Whilst the divorce rate in the UK is the lowest it has been for nearly 40 years, there is one section of the community which is bucking this trend. The number of divorces amongst the over 60s has almost doubled in the last decade with divorces granted to nearly 9,500 men aged 60 and over, and 5,800 women in the same age group in 2011 (the last year for which figures are available, Office of National Statistics). There are almost as many reasons for this as there are divorces but for some it may seem that a complicated divorce with child maintenance issues has been avoided and a divorce now can be a clean and simple break. Certainly waiting until the children have left the family home limits the impact on them and avoids many of the issues about future provision for their care. However sorting out the financial arrangements for people married for many years can often be a more complex process than for younger couples. It will require careful and sensitive negotiation to ensure that both parties are treated fairly and provided for in the future.
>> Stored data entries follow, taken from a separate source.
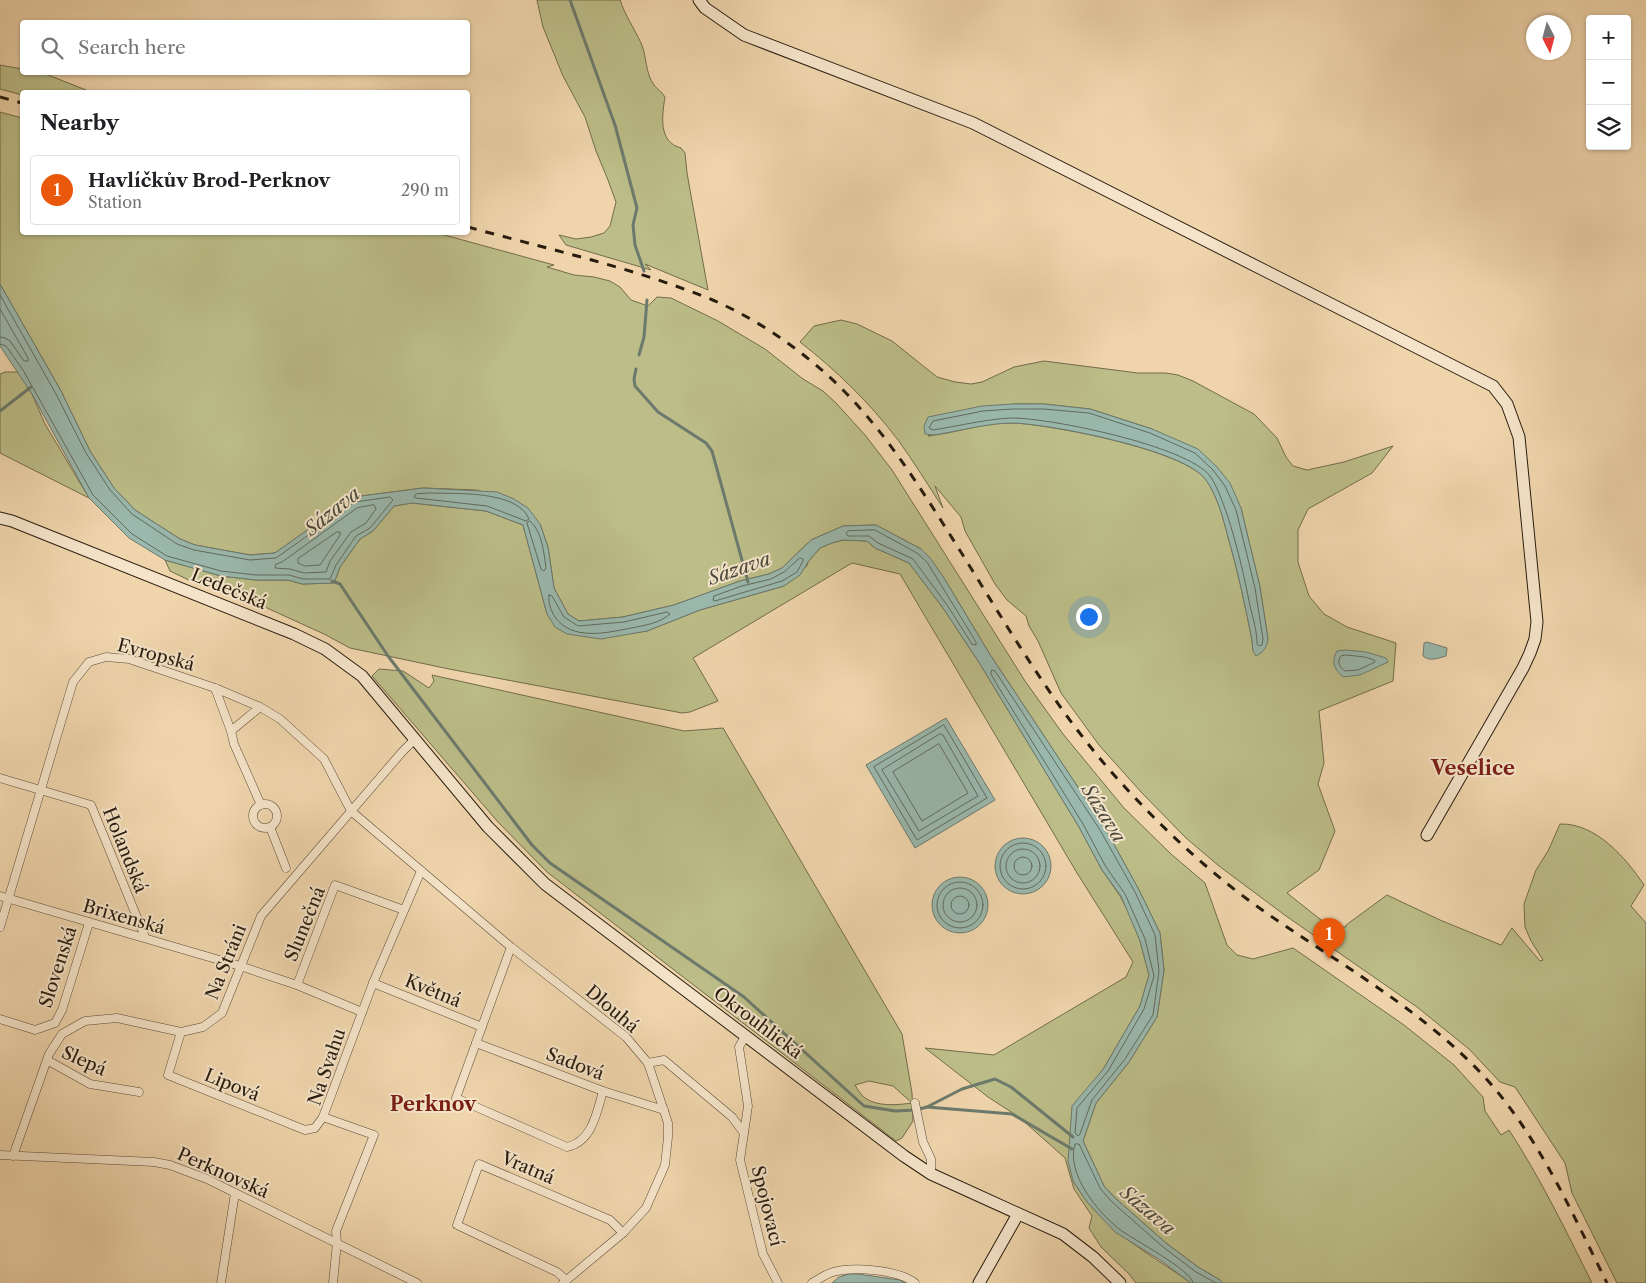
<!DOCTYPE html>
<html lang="en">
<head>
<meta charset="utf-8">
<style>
	body { margin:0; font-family:"Libre Caslon Text",serif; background:#f6f6f6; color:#202124 }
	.controls { position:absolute; right:15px; top:15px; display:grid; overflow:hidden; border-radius:5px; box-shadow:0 1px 4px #0004 }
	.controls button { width:45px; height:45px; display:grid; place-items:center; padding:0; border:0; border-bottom:1px solid #e0e0e0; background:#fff; color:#202124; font:25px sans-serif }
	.compass { position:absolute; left:1526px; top:15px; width:45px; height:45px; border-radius:50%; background:#fff; box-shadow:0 1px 4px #0004; rotate:174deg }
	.you { position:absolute; left:1088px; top:616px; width:18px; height:18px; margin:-12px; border:4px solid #fff; border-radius:50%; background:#1a73e8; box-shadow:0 0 0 8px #1a73e833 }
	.badge { display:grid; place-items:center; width:32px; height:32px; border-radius:50%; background:#ea580c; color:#fff; font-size:16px; font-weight:700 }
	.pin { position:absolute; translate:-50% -41px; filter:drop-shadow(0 1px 2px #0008) }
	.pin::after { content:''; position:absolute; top:26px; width:18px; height:15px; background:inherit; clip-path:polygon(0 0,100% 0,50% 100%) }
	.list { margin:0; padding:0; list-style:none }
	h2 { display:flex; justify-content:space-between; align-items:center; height:65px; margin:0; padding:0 20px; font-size:21px }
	h2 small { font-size:16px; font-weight:400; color:#757577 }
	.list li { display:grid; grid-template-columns:32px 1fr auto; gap:15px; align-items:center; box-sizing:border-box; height:70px; margin:0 10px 10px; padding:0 10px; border:1px solid #e0e0e0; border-radius:5px }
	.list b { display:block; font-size:19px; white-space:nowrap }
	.list p { margin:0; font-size:16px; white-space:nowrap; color:#757577 }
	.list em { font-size:16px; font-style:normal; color:#757577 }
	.icon { flex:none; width:28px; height:28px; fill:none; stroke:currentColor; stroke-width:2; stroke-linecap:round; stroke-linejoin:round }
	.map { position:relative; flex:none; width:1646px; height:1283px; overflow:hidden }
	.search { position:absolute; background:#fff; box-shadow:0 1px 4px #0004; left:20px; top:20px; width:450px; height:55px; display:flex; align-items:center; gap:12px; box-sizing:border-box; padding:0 18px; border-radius:5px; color:#757577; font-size:19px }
	.panel { position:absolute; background:#fff; box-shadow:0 1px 4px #0004; left:20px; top:90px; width:450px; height:145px; border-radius:5px }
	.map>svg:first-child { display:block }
</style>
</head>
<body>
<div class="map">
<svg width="1646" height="1283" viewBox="0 0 1646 1283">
	<rect width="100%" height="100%" fill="#f0d5ac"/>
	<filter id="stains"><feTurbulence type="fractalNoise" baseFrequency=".004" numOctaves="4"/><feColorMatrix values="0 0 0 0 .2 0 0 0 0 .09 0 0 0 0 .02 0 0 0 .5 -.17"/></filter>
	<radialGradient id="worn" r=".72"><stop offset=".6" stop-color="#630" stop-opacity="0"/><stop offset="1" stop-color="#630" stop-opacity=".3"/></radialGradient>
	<!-- green -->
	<g fill="#bcbd88" stroke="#726c4b" fill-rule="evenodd">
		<path d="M537 0H620C625 15 634 28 641 43 647 56 645 73 654 85 657 89 662 92 665 97 662 116 658 142 681 148L685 153 687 173 708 290 645 264 651 270 566 245 559 235 576 239 591 237 604 233 610 226 616 202 608 180 596 151 585 117 563 76 543 27Z"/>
		<path d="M0 65 22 69V72L43 73 91 92H22V95L0 89Z"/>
		<path d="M0 112 22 118V232L437 233 554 265 547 267 574 275 594 277 610 281 620 287 631 300 648 306 657 297 671 298 718 321 765 349 803 379 823 391 836 403 865 435 892 470 1025 681 1063 734 1124 808 1171 854 1205 883 1227 945 1237 955 1253 959 1293 948 1404 1025 1454 1065 1483 1097 1485 1111 1501 1135 1509 1130C1541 1179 1566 1231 1592 1283H1223L1220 1280 1198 1267 1166 1243 1115 1198 1104 1186 1083 1141 1096 1103 1129 1062 1157 1017 1164 970 1160 933 1139 890 1105 828 989 653 944 578 921 549 876 525 843 526 811 540 782 568 769 574 740 581 674 605 623 617 579 621 568 614 554 588 548 547 540 524 478 490 423 488 354 497 275 553 250 555 195 545 180 539 135 510 114 488 90 451 61 391 0 284Z"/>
		<path d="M841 320 857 324 892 341 937 377 955 382 971 384 982 382 1014 367 1044 361 1138 373H1166L1178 375 1193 381 1254 414 1277 438 1286 457 1293 466 1307 470 1344 462 1393 446 1372 473 1308 509 1298 530V562L1309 596 1324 614 1347 627 1396 643 1393 681 1319 711 1324 763 1318 784 1335 831 1319 870 1287 893 1335 931 1342 927H1346V925L1387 895 1440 920 1501 945C1506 939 1507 934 1512 928L1540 961 1543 960 1531 941 1525 927 1524 904 1536 870 1548 851 1560 824C1596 823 1626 858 1644 885L1631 906 1646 923V1283H1617L1572 1193 1565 1163 1515 1087 1500 1082 1469 1049 1417 1007 1286 916 1219 866 1186 838 1141 792 1099 745 1061 693 1038 641 1029 626 1026 616 1007 600 995 584 965 531 961 517 935 486 943 508C928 485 914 462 898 440 870 403 836 370 800 342L814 326ZM1013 404H1044L1090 409 1152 429 1241 508 1260 587 1268 639 1253 651 1252 640C1245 605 1238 571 1228 537 1223 518 1218 498 1207 481 1186 450 1052 425 1014 423 986 422 956 433 928 436Z"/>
		<path d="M5 372H19L32 394 45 424 89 498 0 453V374Z"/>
		<path d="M412 503 486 511 523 525 547 614 633 633 647 631 700 610 784 586 807 566 808 562 820 548 832 543 843 540 867 541 875 548 909 563 943 608 980 664 1079 827 1102 870 1120 896 1131 917 1140 941 1149 975 1140 1006 1104 1068 1089 1088 1073 1181C1081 1193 1089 1205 1099 1215 1124 1241 1162 1262 1191 1283H1136L1129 1274 1101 1247 1089 1228 1092 1216 1074 1189 1065 1158 1019 1117 988 1097 925 1048 994 1055 1126 977 1133 962 1077 873 900 574 852 563 693 658 718 701 690 712 682 713 449 669 350 648 324 634 245 598 200 584 199 585 170 571 165 560 221 576 256 580H288L302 584 334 583 340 567 360 539 373 531 394 506Z"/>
		<path d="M379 669 403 671 429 688 434 681 432 675 684 731 723 728 902 1034 912 1093 913 1121 902 1138 896 1141 547 872 498 822 372 676ZM869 1081 893 1086 912 1103C897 1105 878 1107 865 1098 861 1095 858 1090 855 1085Z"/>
	</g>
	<!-- water -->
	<g fill="#9ab8ad" stroke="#6c7a6d">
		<path d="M0 284 61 391 90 451 114 488 135 510 180 539 195 545 250 555 275 553 354 497 423 488 497 492 514 499 528 508 540 524 548 547 554 588 568 614 579 621 623 617 674 605 740 581 769 574 782 568 811 540 843 526 876 525 921 549 931 559 944 578 989 653 1105 828 1139 890 1160 933 1164 970 1157 1017 1129 1062 1096 1103 1083 1141 1104 1186 1115 1198 1166 1243 1198 1267 1220 1280 1223 1283H1191L1160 1260 1115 1232 1087 1202 1073 1181 1068 1161 1072 1106 1104 1068 1140 1006 1149 975 1140 941 1121 896 1102 870 1079 827 980 664 943 608 909 563 875 548 867 541 843 540 832 543 820 548 808 562 800 575 784 586 700 610 647 631 601 639 567 634 555 627 547 614 523 525 486 511 412 503 394 506 373 531 360 539 340 567 334 583 302 584 288 580H256L221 576 165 560 129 538 89 498 32 394 0 346Z"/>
		<path d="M1013 404H1044L1090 409 1152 429 1198 449 1217 467 1230 483 1241 508 1260 587 1268 639C1267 647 1264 652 1256 656L1253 651 1252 640C1245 605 1238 571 1228 537 1223 518 1218 497 1206 480 1186 450 1050 424 1013 423 987 423 960 431 934 435L925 434 924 426 928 417 982 406Z"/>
		<path d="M1427 642 1447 648 1446 656C1438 658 1430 662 1423 656L1424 643Z"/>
		<path d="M1346 650 1366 652 1386 658 1388 662 1360 675 1343 677C1334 669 1331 662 1337 651Z"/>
		<path d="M946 718 995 800 915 848 866 765Z"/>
		<circle cx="1023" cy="866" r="28"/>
		<circle cx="960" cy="905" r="28"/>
		<path d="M849 1274H858L900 1280 906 1283H832L839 1277Z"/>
	</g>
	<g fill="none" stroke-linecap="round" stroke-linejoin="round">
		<!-- shore -->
		<g stroke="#606a5e" stroke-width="1">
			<path d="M0 295 56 394 86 453 110 490 132 514 177 544 194 550 250 560 276 558 355 502 390 497 393 500 370 528 356 536 336 565 330 579H303L289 575H256L221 571 167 556 132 534 93 495 23 370 6 346 0 344"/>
			<path d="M0 309 28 358V361H24L10 341 5 338 0 337"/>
			<path d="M1013 409H1044L1089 413 1150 433 1195 453 1213 470 1225 486 1236 510 1255 588 1263 639 1262 645 1259 646 1257 644C1257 631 1253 618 1250 606 1244 575 1237 545 1227 514 1222 501 1218 488 1210 476 1187 446 1051 418 1012 418 986 419 959 426 933 430L929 428 933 421 983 411Z"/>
			<path d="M430 493C456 494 517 490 529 519L526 521 487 506 416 498 414 497 416 494Z"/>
			<path d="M374 505 376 509 366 523 351 532 330 561 326 572 304 573 290 569 275 568 276 564 282 562 357 508Z"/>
			<path d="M530 521C542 531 544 553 546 568L544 571 541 569 527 523Z"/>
			<path d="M875 530 917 553 927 562 976 642V645L972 644 947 605 913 559 878 543 869 536H848L846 533 848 531Z"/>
			<path d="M337 532H340V535L320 565 305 566 298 563V559Z"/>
			<path d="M800 558 803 559V561L797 572 782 581 715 601 713 600 714 596 742 586 771 579 784 572Z"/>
			<path d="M549 595 552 596 564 617 578 626 624 622 667 612 670 614C660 623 643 626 631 628 606 633 572 641 555 617 551 611 548 602 549 595Z"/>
			<path d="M1346 655 1365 657 1374 660 1375 662 1358 670 1345 671C1340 668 1336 661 1341 656Z"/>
			<path d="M992 670 995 671 1100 830 1135 892 1155 935 1159 971 1153 1015 1125 1059 1092 1100 1080 1134 1078 1136 1075 1133 1077 1108 1108 1071 1144 1009 1154 976 1145 939 1125 894 1106 867 1083 824 999 688 991 674Z"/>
			<path d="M944 725 987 798 917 840 874 767Z"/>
			<path d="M940 734 943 735 978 796 919 831 882 770Z"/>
			<path d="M939 744 968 793 922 821 893 772Z"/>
			<circle cx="1023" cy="866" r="23"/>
			<circle cx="1023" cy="866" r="17"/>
			<circle cx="1023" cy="866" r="9"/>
			<circle cx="960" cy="905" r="23"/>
			<circle cx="960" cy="905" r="17"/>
			<circle cx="960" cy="905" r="9"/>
			<path d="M1193 1283C1192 1270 1132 1239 1119 1229 1097 1211 1066 1174 1075 1144H1079L1100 1188 1111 1201 1163 1247 1196 1272 1216 1283"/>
		</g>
		<!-- stream -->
		<g stroke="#6c7a6d" stroke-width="3">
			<path d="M570 0 615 125 637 208 633 225 635 245 644 271"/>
			<path d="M639 355 644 337 647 300"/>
			<path d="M636 369 634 379 635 386 658 412 706 443 712 451 748 582"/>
			<path d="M0 411 31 387"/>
			<path d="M332 581 340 584 388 656 532 845 550 863 744 997 864 1106 895 1111 916 1110 927 1107 962 1089 995 1079 1011 1087 1073 1137"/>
			<path d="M927 1107 1012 1114 1072 1149"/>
		</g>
		<defs>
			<g id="street">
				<path d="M215 688 231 731 234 744 261 805"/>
				<path d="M231 731 260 707"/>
				<path d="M0 778 91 805 145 937"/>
				<circle cx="265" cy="816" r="12"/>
				<path d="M270 827 286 868"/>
				<path d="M0 896 240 966 297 985 362 1012"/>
				<path d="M0 927 73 682 89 662 106 657 129 659 215 688 260 707 280 719 324 759 351 811 511 947 626 1037 648 1063 668 1123V1137L665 1165 646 1208 623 1233 563 1283"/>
				<path d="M511 947 456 1098 567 1147C592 1142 597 1112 603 1091"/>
				<path d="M373 983 482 1027"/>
				<path d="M297 985 335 885 404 910"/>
				<path d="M0 1019 35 1030 55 1023 62 1010 89 923"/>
				<path d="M181 1032 168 1075 305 1130 315 1128 323 1117 373 983 421 871"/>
				<path d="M746 1035 739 1047 748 1106 740 1160 763 1254 778 1283"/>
				<path d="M476 1043 603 1091 664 1110"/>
				<path d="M47 1060 90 1084 139 1092"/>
				<path d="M648 1063 664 1060 732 1117 744 1133"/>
				<path d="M915 1103 923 1142 931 1159V1174"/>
				<path d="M323 1117 374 1135 336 1231 337 1243 333 1283"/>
				<path d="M0 1155 154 1162 170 1165 207 1179 417 1283"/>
				<path d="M13 1156 49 1054 62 1034 85 1021 117 1018 181 1032 203 1027 222 1013 261 916 402 752 415 739"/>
				<path d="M566 1280 557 1272 457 1225 479 1164 610 1220 623 1233"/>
				<path d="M221 1283 235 1193"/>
				<path d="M812 1283C819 1279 826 1274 833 1272 853 1266 899 1270 915 1283"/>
			</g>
			<g id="secondary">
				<path d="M699 0 705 8 744 35 973 123 1493 386 1507 404 1519 437 1537 622 1535 639 1530 653 1523 668 1427 835"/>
				<path d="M0 518 12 521 294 634 325 649 362 676 488 827 545 884 904 1156 931 1174 1063 1234 1093 1257 1120 1283"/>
				<path d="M979 1283 1018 1214"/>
			</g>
		</defs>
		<!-- street casing -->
		<use href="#street" stroke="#594a36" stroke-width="9"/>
		<!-- secondary casing -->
		<use href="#secondary" stroke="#271c0e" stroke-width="13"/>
		<!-- street -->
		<use href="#street" stroke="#f5e4c9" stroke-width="8"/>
		<!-- secondary -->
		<use href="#secondary" stroke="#f5e4c9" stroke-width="11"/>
		<!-- rail -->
		<g stroke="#271c0e" stroke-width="3" stroke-dasharray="9 9" stroke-linecap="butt">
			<path d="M0 97 22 103"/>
			<path d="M468 227C548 249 638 269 715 301 749 316 782 337 811 361 868 407 908 468 947 530 1000 613 1049 702 1115 776 1156 822 1201 865 1251 902 1327 957 1412 1002 1478 1070 1536 1130 1570 1209 1607 1283"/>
		</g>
	</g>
	<g text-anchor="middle" stroke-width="4" stroke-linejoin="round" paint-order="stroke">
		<!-- street labels -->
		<g font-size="18" fill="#271c0e" stroke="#f5e4c9">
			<text transform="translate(229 589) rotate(22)" y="6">Ledečská</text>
			<text transform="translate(156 655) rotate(15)" y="6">Evropská</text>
			<text transform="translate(125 850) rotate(68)" y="6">Holandská</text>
			<text transform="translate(124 917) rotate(16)" y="6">Brixenská</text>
			<text transform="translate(305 924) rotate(-68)" y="6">Slunečná</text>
			<text transform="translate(226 962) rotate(-68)" y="6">Na Stráni</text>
			<text transform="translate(58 967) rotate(-72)" y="6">Slovenská</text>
			<text transform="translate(433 991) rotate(22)" y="6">Květná</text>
			<text transform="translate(612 1009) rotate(40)" y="6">Dlouhá</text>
			<text transform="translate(758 1023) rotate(37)" y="6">Okrouhlická</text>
			<text transform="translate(84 1061) rotate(24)" y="6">Slepá</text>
			<text transform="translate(575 1064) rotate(21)" y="6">Sadová</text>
			<text transform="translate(327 1067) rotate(-71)" y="6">Na Svahu</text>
			<text transform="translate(232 1085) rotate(22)" y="6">Lipová</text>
			<text transform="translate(528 1168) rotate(23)" y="6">Vratná</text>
			<text transform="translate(223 1173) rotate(24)" y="6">Perknovská</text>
			<text transform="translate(767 1206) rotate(76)" y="6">Spojovací</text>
		</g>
		<!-- water labels -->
		<g font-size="19" font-style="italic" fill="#4a4b3e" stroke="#f5e4c9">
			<text transform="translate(332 511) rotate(-39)" y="7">Sázava</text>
			<text transform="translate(739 568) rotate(-19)" y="7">Sázava</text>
			<text transform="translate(1104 813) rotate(58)" y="7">Sázava</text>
			<text transform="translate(1148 1210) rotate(40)" y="7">Sázava</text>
		</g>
		<!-- quarter labels -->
		<g font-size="20" font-weight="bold" fill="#7a1f14" stroke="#f5e4c9">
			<text x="1473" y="775">Veselice</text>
			<text x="433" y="1111">Perknov</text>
		</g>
	</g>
	<rect width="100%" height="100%" filter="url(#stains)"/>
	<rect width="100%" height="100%" fill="url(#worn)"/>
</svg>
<div class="controls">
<button>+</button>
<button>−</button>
<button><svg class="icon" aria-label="layers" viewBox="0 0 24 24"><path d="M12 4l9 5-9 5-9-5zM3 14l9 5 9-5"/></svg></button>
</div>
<svg class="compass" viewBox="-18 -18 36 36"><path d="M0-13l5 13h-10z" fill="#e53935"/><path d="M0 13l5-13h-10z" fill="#757577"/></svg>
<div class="you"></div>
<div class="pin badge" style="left:1329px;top:959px">1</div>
<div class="search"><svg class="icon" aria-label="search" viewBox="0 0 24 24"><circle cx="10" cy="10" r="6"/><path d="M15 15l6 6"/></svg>Search here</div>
<section class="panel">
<h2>Nearby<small></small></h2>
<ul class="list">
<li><span class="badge">1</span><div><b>Havlíčkův Brod-Perknov</b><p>Station</p></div><em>290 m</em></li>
</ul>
</section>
</div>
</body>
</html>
Pensions are the obvious starting place, with pension funds an important and valuable asset particularly in longer marriages. In some cases, it may be that a pension is already being received. Decisions will need to be taken about how this is shared to provide for the future. Pension sharing orders are increasingly common in divorce proceedings and will provide future financial security for a party who has not been able to build a pension pot for themselves. Pension scheme administrators will only share a pension asset if there is a court order made within the divorce process to provide for it. Decisions may also have to be made as to whether a maintenance agreement is required prior to the pension becoming payable.
Wives or husbands who have not worked throughout the marriage and have not obtained a full National Insurance contribution record may benefit from their spouse’s contribution record, thus acquiring a full state pension at retirement age, provided that their divorce is finalised before April 2016. New state pension rules are then set to be introduced and this arrangement is likely to disappear.
It is likely there will be other significant assets in the form of the family home and savings. Dividing these may be relatively straightforward but safeguarding some of these assets for the couple’s children may be desirable and should certainly be a subject for discussion and negotiation. This will be particularly important if either or both parties marry again at a later stage.
Wills and any arrangements set up under those Wills will need to be reviewed. Any existing provision in favour of the other spouse and any appointment of the spouse as an executor will be nullified by the parties’ divorce. Wills should be reviewed on a regular basis to ensure they reflect changes in circumstances such as the arrival of grandchildren and legal and regulatory developments.